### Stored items
----

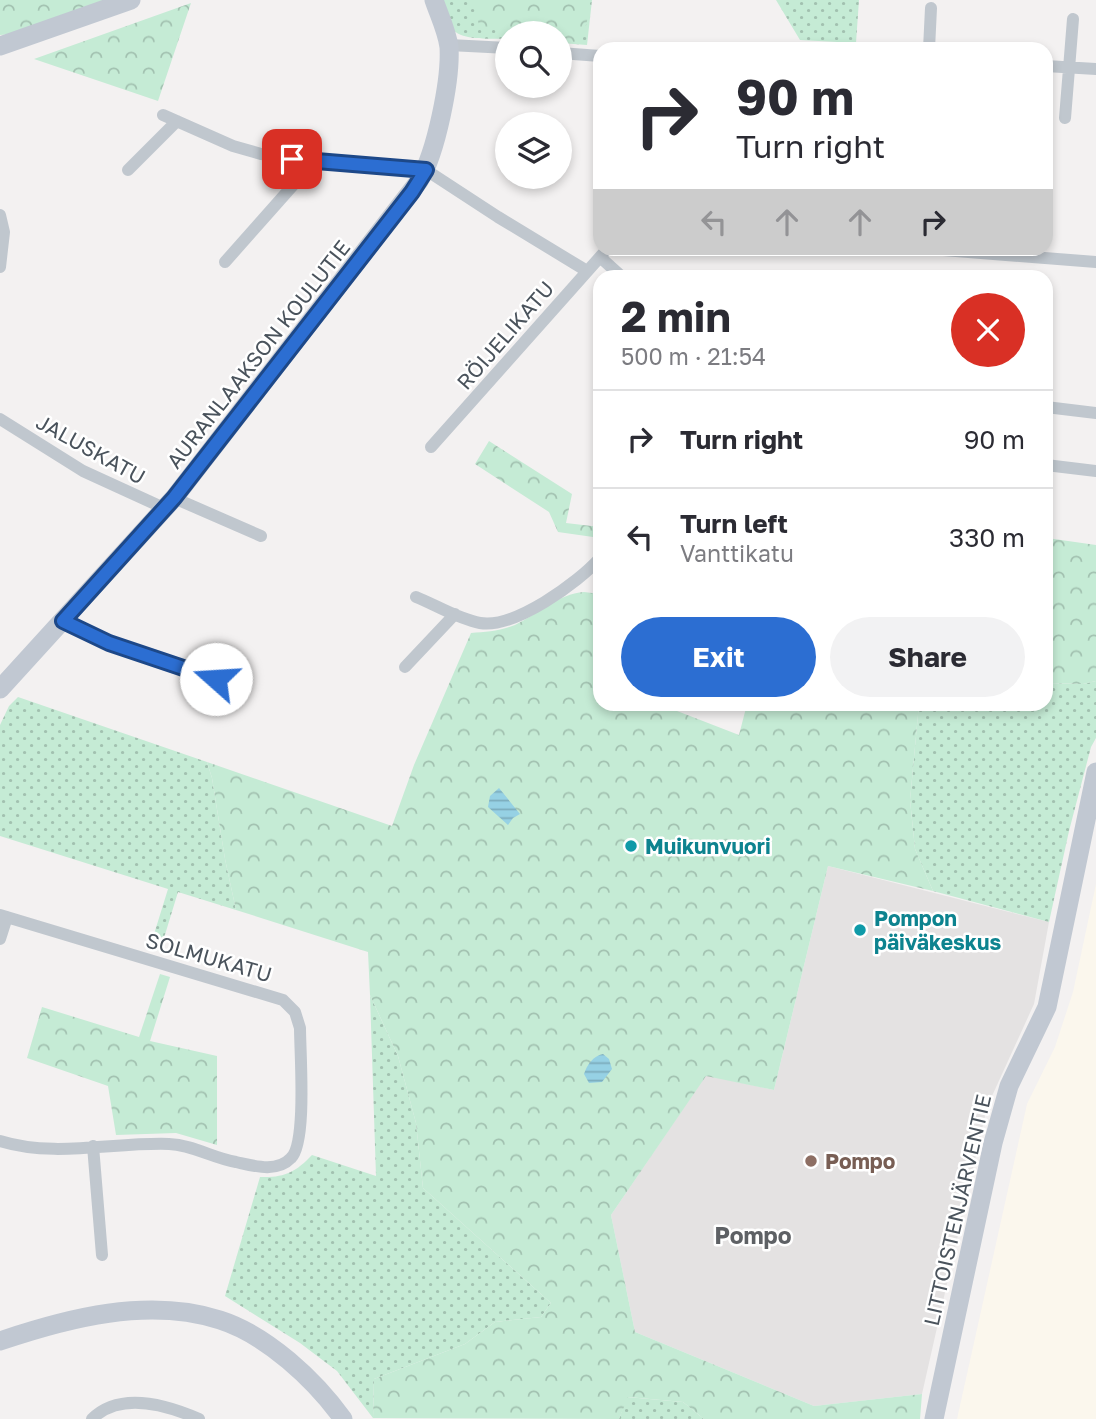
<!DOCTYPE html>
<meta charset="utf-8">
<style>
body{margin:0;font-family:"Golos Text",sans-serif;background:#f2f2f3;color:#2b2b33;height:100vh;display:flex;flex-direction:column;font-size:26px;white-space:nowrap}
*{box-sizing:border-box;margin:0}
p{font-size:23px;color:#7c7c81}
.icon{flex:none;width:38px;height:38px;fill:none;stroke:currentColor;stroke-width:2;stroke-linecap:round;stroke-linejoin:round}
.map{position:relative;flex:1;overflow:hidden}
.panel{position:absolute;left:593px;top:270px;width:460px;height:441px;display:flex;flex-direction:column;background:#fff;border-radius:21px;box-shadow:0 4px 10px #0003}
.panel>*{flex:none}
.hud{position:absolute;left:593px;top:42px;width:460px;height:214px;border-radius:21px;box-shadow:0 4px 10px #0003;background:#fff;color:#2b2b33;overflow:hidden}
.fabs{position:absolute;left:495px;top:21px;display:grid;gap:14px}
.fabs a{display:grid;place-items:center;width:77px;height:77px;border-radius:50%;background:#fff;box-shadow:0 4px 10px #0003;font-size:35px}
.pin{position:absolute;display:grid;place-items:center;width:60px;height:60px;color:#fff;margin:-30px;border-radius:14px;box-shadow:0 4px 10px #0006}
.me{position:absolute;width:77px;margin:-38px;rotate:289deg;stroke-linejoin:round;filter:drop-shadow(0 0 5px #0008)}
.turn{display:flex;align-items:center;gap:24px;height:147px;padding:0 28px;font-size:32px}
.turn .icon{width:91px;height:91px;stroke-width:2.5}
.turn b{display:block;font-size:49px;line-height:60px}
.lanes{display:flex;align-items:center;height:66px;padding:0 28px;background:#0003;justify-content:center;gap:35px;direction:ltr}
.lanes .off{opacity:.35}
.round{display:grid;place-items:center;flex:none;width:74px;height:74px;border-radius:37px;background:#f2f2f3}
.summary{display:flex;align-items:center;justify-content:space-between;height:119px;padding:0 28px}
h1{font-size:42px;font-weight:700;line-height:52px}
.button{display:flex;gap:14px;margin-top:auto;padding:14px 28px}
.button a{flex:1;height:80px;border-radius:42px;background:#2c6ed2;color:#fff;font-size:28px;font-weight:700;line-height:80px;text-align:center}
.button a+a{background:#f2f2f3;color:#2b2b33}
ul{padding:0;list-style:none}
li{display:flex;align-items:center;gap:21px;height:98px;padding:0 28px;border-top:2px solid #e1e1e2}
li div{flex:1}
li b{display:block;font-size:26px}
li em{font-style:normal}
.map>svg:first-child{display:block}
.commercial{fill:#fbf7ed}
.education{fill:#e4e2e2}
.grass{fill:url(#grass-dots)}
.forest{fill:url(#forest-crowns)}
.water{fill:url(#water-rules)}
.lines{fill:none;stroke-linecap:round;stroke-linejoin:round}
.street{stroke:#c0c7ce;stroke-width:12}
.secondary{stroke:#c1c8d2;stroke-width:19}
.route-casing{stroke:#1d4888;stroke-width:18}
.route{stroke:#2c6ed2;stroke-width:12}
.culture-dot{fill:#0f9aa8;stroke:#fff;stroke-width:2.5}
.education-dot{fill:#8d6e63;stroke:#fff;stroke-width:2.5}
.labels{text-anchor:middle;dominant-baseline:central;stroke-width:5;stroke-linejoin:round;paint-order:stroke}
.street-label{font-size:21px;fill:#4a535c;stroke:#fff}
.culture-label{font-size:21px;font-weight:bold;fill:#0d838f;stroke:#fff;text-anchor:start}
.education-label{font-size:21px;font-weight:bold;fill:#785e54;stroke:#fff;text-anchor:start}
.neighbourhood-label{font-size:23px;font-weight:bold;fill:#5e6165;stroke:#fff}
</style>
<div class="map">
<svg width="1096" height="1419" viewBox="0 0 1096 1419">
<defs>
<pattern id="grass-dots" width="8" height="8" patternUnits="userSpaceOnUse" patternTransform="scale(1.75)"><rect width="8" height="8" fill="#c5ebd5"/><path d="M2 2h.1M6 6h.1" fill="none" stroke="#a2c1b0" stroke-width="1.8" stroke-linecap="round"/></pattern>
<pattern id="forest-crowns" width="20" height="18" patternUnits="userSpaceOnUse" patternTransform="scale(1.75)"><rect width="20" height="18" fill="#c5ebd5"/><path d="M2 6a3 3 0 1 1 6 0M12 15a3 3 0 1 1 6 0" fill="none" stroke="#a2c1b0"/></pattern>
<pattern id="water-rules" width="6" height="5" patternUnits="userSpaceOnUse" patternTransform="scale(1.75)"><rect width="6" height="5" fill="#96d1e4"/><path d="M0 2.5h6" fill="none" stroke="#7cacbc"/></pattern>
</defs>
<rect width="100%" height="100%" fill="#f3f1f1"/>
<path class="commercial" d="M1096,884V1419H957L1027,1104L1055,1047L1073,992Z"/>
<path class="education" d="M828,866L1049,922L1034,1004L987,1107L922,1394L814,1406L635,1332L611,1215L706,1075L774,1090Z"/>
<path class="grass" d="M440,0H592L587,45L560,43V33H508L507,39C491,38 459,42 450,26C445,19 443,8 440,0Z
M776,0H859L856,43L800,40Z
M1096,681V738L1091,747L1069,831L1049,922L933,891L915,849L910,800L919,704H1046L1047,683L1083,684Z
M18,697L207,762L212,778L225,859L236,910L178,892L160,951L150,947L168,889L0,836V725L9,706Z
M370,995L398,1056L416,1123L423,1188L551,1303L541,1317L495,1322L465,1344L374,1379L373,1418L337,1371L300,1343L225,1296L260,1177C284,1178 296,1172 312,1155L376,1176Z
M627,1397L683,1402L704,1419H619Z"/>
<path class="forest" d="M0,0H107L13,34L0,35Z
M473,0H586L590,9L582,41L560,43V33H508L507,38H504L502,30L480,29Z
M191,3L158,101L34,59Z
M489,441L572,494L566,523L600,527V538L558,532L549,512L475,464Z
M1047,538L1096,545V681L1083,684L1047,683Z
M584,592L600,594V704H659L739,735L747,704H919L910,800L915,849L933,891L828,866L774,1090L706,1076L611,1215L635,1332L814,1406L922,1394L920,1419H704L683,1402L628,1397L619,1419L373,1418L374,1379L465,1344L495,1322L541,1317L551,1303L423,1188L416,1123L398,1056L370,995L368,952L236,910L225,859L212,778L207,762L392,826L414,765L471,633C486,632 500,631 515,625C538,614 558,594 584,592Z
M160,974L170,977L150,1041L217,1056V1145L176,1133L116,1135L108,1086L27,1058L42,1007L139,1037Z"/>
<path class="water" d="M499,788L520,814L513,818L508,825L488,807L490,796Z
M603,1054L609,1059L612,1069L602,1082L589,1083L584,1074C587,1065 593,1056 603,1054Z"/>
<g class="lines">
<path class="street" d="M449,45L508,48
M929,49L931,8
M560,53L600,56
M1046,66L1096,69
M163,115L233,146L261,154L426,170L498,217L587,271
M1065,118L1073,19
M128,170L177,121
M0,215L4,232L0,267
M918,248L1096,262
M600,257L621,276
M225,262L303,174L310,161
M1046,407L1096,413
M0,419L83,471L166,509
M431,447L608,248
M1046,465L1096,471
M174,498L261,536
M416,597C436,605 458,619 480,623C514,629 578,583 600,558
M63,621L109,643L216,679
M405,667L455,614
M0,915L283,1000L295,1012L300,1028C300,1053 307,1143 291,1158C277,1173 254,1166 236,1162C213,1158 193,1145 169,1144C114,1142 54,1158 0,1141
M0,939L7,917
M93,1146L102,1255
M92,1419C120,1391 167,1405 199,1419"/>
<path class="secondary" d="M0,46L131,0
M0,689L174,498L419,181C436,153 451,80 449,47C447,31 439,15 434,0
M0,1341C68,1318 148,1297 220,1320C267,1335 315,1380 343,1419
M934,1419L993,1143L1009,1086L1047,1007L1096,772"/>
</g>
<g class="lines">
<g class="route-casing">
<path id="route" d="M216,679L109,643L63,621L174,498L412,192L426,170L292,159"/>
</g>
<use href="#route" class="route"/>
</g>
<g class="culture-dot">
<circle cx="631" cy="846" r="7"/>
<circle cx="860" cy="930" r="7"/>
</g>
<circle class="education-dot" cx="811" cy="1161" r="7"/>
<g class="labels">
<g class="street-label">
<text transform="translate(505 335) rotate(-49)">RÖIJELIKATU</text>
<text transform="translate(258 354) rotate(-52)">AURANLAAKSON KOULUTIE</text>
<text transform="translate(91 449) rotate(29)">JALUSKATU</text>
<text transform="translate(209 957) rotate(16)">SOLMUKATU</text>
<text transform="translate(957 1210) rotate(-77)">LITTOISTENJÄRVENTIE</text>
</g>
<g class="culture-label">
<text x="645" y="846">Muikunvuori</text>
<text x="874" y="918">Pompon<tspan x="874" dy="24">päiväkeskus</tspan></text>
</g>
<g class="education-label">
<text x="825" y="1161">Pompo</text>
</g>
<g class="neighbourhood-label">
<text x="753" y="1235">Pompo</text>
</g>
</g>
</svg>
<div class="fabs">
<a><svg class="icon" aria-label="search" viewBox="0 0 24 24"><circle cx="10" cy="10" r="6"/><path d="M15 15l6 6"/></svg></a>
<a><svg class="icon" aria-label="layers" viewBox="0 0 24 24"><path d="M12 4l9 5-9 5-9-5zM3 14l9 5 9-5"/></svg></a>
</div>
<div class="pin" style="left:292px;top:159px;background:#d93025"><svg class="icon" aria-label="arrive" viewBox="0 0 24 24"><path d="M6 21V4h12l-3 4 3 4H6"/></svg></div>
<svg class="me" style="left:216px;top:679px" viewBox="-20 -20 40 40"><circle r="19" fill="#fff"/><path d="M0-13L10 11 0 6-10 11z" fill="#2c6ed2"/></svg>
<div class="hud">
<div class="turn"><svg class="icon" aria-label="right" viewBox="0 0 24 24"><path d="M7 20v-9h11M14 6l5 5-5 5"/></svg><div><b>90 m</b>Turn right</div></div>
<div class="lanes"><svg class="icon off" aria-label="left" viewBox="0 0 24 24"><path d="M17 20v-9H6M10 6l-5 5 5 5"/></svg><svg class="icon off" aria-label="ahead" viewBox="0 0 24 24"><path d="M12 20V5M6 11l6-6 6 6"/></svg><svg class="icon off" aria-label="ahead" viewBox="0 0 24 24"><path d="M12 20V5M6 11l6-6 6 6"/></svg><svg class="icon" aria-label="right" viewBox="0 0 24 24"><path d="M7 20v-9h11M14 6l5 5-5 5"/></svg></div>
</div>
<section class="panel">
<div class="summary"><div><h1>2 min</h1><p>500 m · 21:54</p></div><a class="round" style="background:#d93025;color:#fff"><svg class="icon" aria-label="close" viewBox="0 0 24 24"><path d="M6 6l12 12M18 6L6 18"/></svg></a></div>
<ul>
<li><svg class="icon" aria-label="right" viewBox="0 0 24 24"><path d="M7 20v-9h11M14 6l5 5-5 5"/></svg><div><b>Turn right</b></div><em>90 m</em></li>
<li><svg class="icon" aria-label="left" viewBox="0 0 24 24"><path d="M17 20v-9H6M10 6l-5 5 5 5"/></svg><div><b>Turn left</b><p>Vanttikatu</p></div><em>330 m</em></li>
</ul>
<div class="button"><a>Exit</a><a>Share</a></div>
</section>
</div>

----

In the entries above, count every line containing the word "hidden". Write only the total.

### Finished exercise
2